In the last decade, there have been a number of companies that have collapsed, or came close to it, following the huge technological disruptions that took place and continue to do so at an exponential rate.
Kodak is the poster child for companies that have met a fateful end under the weight of an evolving business landscape, especially as digital technology has proliferated in all aspects of our lives. In January 2012, the company was forced to file for bankruptcy as the world shifted from film printing, which was its core business, to digital. Although a Kodak engineer invented the first digital camera in 1975, an overdependence on film printing and inability to pivot as digital photography took over resulted in it having to sell off thousands of its patents, particularly in the consumer imaging space.

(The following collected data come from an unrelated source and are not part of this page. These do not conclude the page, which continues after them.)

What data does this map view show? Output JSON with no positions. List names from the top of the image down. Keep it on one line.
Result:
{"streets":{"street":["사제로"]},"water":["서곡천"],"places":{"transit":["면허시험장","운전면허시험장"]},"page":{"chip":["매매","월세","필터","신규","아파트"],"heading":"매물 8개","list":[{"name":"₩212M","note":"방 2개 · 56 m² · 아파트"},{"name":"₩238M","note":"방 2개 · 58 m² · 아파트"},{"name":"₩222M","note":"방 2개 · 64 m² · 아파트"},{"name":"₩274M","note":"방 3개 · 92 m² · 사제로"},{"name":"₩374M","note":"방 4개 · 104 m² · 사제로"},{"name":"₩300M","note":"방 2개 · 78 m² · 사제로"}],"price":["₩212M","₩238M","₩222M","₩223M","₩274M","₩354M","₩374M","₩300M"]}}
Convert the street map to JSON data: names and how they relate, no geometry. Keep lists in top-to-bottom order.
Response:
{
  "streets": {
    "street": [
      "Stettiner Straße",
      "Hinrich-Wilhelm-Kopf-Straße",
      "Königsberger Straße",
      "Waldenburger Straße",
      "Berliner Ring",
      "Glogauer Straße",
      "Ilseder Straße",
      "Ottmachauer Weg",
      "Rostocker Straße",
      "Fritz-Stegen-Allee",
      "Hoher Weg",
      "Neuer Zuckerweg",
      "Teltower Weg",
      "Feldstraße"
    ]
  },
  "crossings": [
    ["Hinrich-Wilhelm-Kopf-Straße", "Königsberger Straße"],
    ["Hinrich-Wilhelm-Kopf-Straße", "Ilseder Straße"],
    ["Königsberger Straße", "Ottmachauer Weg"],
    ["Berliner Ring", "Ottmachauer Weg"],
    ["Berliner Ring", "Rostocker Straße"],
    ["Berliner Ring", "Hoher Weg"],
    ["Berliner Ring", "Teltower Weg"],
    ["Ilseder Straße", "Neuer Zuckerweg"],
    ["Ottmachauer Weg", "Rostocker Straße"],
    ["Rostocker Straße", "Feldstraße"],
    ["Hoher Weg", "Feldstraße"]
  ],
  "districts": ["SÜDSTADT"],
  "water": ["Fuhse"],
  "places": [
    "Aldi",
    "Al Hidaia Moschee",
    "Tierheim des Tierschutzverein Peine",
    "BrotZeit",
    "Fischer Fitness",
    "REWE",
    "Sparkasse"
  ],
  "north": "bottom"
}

The business has, since then, been reorganised into a “technology company focused on imaging” through both research and development, as well as partnerships with other technology companies. From a consumer perspective, while Kodak continues to be involved in the production of digital cameras and photograph printing and supplies, it also produces eyeglass lenses, LED lighting and home video monitors. Other key divisions are: print, which provides digital printing solutions, press room cleaning materials, flexographic printing machines, and offset CTP systems; film, which provides camera films in different formats for movies, as well as lab support; and, science, where it leverages the years of R&D in the printing sector as well as the partnerships to supply everything from 3D printing solutions to industrial materials.
The company relisted on the New York Stock Exchange in 2014.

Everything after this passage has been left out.